En başta, Yavuz Sultan Selim meselesi. Osmanlı tarihi içinde Yavuz Sultan Selim elbette çok önemli bir kişiliktir. Ancak onun önemi, bazı tarihi gerçekleri de telafi etmez. Anadolu’da Alevi/kızılbaş kıyımı bu dönemde yaşanmıştır. Hoca bunu reddetmiyor, ama telafi etme çabası içinde olduğu görülüyor. Kitap için büyük bir gediktir bu bakış açısı. Bu konuda, kabul edilebilir olmasa bile, yazarın resmi tarih çerçevesinden baktığı düşünülebilir. Ama, Yavuz konusunda bir büyük eksiklik daha yapılıyor; Yavuz’dan sonra dört asır, Doğu ve Ortadoğu’nun sulh içinde olduğu ileri sürülüyor. Hem de “sulh içinde 4 asır” biçiminde sayı ile (s.234, 248, 250) yazılarak. Yeri geldiğinde tarih eğitimine ve yanlış yaklaşımlara ağır bir biçimde “çakan” Hoca (s.183) Yavuz dönemi için oldukça esnek bir tutumla, meselenin etrafından dolanarak geçmeyi seçiyor gibi bir görüntü veriyor.

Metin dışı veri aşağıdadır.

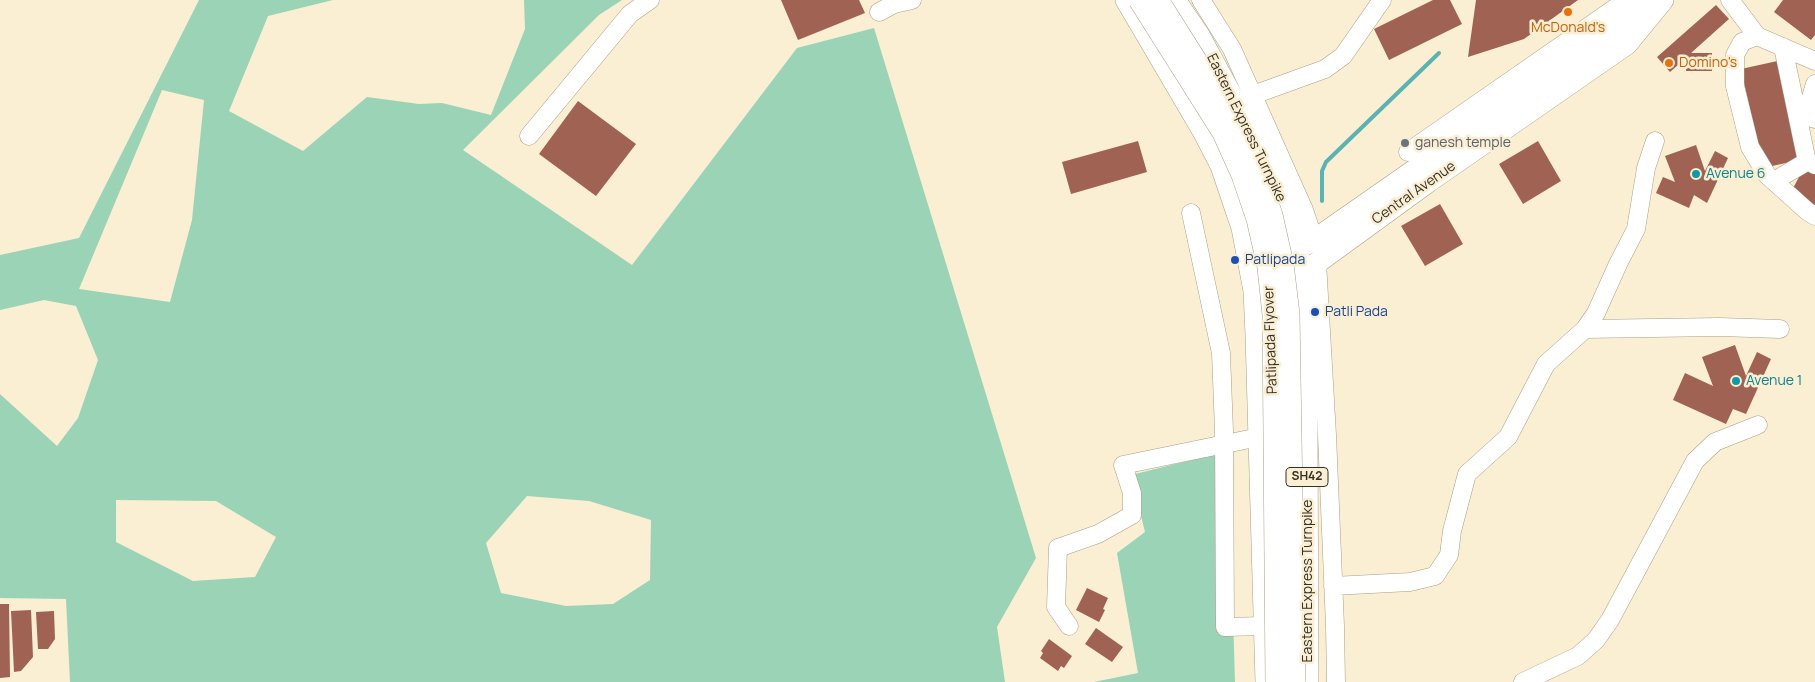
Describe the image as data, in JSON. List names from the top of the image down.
{
  "streets": {
    "main road": [
      "Eastern Express Turnpike",
      "Central Avenue",
      "Patlipada Flyover",
      "SH42"
    ]
  },
  "crossings": [
    ["Eastern Express Turnpike", "Central Avenue"]
  ],
  "places": [
    "McDonald's",
    "Domino's",
    "ganesh temple",
    "Avenue 6",
    "Patlipada",
    "Patli Pada",
    "Avenue 1"
  ]
}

Doğu ve Ortadoğu’ya baktığımızda, Celali isyanlarından, Yemen’de Zeydi isyanlarına, Arap vilayetlerindeki ve Anadolu’daki vali isyanlarına varıncaya kadar, ortalık hep karışmış. Kan ve çatışma eksik olmamış. 1566’da Yemen’de İmam el-Muhtar ayaklanması, 1630’da yine Yemen isyanı, 1800’lerin başında Vehabilerin Mekke ve Medine’yi işgali, yakıp yıkmaları, Nadir Şah’ın 1733’de Badat’ı kuşatması gibi daha bir çok kanlı savaş, isyan ve ayaklanma bu dört asırlık dönemde yaşanmıştır. Buradaki sulh, aslında galiplerin sulhudur. Ki bu konu çok su kaldırır bir durumdur.
Bunların dışında, Hoca’nın yanlışlığından geldiğine inanmadığımız, tamamen editöryel hatalardan kaynaklanan sorunlar var: St. Jean Şövalyeleri’ne, bunlar daha Rodos’ta iken ve adları bizim tarihimizde Rodos Şövalyeleri olarak anılırken, “Malta şövalyeleri” denmesi (s.202) gibi eksiklikler, kitaba ciddi bir hasara sebebiyet veriyor doğrusu.
Yine, çözümü zor cümleler (s. 247) ve yoğun bir tekrara rastlıyoruz. Özellikle Fatih ve Yavuz bahsinde. Bunların da birer editöryel eksiklik olduğunu düşünüyoruz. Bu tekrarlar, en azından kitabın akademik veçhesine zarar veriyor.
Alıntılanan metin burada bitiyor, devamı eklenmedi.